When two ports on the same switch form a loop, the STP port priority setting determines which port is enabled and which port is in a blocking state. You can set the priorities on a parallel trunk port so that the port carries all the traffic for a given VLAN. The trunk port with the higher priority (lower values) for a VLAN is forwarding traffic for that VLAN. The trunk port with the lower priority (higher values) for the same VLAN remains in a blocking state for that VLAN. One trunk port sends or receives all traffic for the VLAN.

Figure 11-3 shows two trunks connecting supported switches. In this example, the switches are configured as follows:

VLANs 8 through 10 are assigned a port priority of 16 on Trunk 1.

VLANs 3 through 6 retain the default port priority of 128 on Trunk 1.

VLANs 3 through 6 are assigned a port priority of 16 on Trunk 2.

VLANs 8 through 10 retain the default port priority of 128 on Trunk 2.

In this way, Trunk 1 carries traffic for VLANs 8 through 10, and Trunk 2 carries traffic for VLANs 3 through 6. If the active trunk fails, the trunk with the lower priority takes over and carries the traffic for all of the VLANs. No duplication of traffic occurs over any trunk port.

Figure 11-3 Load Sharing by Using STP Port Priorities

Beginning in privileged EXEC mode, follow these steps to configure the network shown in Figure 11-3.

 
Command
Purpose

Step 1 

configure terminal

Enter global configuration mode on Switch 1.

Step 2 

vtp domain domain-name

Configure a VTP administrative domain.

The domain name can be from 1 to 32 characters.

Step 3 

vtp mode server

Configure Switch 1 as the VTP server.

Step 4 

end

Return to privileged EXEC mode.

Step 5 

show vtp status

Verify the VTP configuration on both Switch A and Switch B.

In the display, check the VTP Operating Mode and the VTP Domain Name fields.

Step 6 

show vlan

Verify that the VLANs exist in the database on Switch A.

Step 7 

configure terminal

Enter global configuration mode.

Step 8 

interface fastethernet 0/1

Enter interface configuration mode, and define Fast Ethernet port 0/1 as the interface to be configured as a trunk.

Step 9 

switchport trunk encapsulation {isl | dot1q | negotiate}

Configure the port to support ISL or 802.1Q encapsulation or to negotiate with the neighboring interface.

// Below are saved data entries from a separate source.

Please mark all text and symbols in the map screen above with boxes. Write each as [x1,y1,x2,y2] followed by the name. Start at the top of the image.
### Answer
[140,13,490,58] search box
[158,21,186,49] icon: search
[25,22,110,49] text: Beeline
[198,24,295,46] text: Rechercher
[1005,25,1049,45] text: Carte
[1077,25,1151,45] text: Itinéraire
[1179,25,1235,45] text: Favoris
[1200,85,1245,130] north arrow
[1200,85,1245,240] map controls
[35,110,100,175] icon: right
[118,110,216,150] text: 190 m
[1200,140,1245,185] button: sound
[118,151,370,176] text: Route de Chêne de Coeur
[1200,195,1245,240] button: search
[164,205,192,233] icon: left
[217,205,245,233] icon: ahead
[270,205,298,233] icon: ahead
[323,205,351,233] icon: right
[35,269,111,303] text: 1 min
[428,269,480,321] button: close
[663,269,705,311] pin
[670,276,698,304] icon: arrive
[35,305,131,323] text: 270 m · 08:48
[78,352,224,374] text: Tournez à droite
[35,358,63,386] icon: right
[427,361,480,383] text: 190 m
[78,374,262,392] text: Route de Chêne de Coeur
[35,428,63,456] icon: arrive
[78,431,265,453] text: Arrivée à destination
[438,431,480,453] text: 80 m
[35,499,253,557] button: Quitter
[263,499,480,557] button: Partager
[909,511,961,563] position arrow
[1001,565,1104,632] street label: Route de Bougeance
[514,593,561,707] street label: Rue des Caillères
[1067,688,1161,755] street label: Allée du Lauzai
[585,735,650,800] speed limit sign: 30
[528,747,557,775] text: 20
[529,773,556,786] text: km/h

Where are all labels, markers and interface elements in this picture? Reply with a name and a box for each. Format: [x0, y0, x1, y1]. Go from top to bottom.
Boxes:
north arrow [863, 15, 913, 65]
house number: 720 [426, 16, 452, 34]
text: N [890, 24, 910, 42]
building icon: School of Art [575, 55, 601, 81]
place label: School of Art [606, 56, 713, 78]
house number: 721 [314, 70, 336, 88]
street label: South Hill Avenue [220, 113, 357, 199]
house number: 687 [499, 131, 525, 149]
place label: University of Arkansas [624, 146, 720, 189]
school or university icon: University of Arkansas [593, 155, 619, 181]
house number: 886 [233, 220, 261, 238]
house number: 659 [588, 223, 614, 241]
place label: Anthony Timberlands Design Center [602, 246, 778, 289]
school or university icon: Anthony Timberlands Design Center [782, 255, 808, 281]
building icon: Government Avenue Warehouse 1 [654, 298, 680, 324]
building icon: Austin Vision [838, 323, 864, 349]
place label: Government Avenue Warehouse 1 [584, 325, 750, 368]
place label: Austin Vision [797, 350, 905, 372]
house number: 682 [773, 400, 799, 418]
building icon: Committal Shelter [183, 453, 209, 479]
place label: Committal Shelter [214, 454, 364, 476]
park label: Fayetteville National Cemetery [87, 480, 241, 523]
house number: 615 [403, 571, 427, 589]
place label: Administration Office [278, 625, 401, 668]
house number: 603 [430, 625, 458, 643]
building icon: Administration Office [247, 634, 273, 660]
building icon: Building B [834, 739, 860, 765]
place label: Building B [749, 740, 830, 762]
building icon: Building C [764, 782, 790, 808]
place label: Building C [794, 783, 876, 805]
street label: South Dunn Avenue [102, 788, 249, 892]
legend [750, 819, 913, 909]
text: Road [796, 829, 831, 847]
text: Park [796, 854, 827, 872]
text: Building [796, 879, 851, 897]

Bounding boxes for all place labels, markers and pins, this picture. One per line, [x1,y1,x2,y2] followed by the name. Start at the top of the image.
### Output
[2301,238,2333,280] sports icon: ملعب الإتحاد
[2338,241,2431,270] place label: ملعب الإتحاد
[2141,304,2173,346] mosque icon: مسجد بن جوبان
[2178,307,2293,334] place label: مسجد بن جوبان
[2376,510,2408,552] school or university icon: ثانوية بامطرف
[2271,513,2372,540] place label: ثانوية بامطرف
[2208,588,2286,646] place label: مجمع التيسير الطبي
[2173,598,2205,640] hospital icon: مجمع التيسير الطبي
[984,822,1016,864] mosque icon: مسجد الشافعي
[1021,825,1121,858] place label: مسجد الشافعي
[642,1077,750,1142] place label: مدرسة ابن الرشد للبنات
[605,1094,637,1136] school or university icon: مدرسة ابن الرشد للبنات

You must configure each end of the link with the same encapsulation type.

Step 10 

switchport mode trunk

Configure the port as a trunk port.

Step 11 

end

Return to privilege EXEC mode.

Step 12 

show interfaces fastethernet0/1 switchport

Verify the VLAN configuration.

Step 13 

 

Repeat Steps 7 through 11 on Switch A for Fast Ethernet port 0/2.

Step 14 

 

Repeat Steps 7 through 11 on Switch B to configure the trunk ports on Fast Ethernet ports 0/1 and 0/2.

Step 15 

show vlan

When the trunk links come up, VTP passes the VTP and VLAN information to Switch B. Verify that Switch B has learned the VLAN configuration.

Step 16 

configure terminal

Enter global configuration mode on Switch A.

Step 17 

interface fastethernet0/1

Enter interface configuration mode, and define the interface to set the STP port priority.

Step 18 

spanning-tree vlan 8-10 port-priority 16

Assign the port priority of 16 for VLANs 8 through 10.

Step 19 

spanning-tree vlan 10 port-priority 16

Assign the port priority of 16 for VLAN 10.

Step 20 

exit

Return to global configuration mode.

Step 21 

interface fastethernet0/2

Enter interface configuration mode, and define the interface to set the STP port priority.

Step 22 

spanning-tree vlan 3-6 port-priority 16

Assign the port priority of 16 for VLANs 3 through 6.

Step 23 

end

Return to privileged EXEC mode.

Step 24 

show running-config

Verify your entries.

Step 25 

copy running-config startup-config

(Optional) Save your entries in the configuration file.

Load Sharing Using STP Path Cost

You can configure parallel trunks to share VLAN traffic by setting different path costs on a trunk and associating the path costs with different sets of VLANs. The VLANs keep the traffic separate. Because no loops exist, STP does not disable the ports, and redundancy is maintained in the event of a lost link.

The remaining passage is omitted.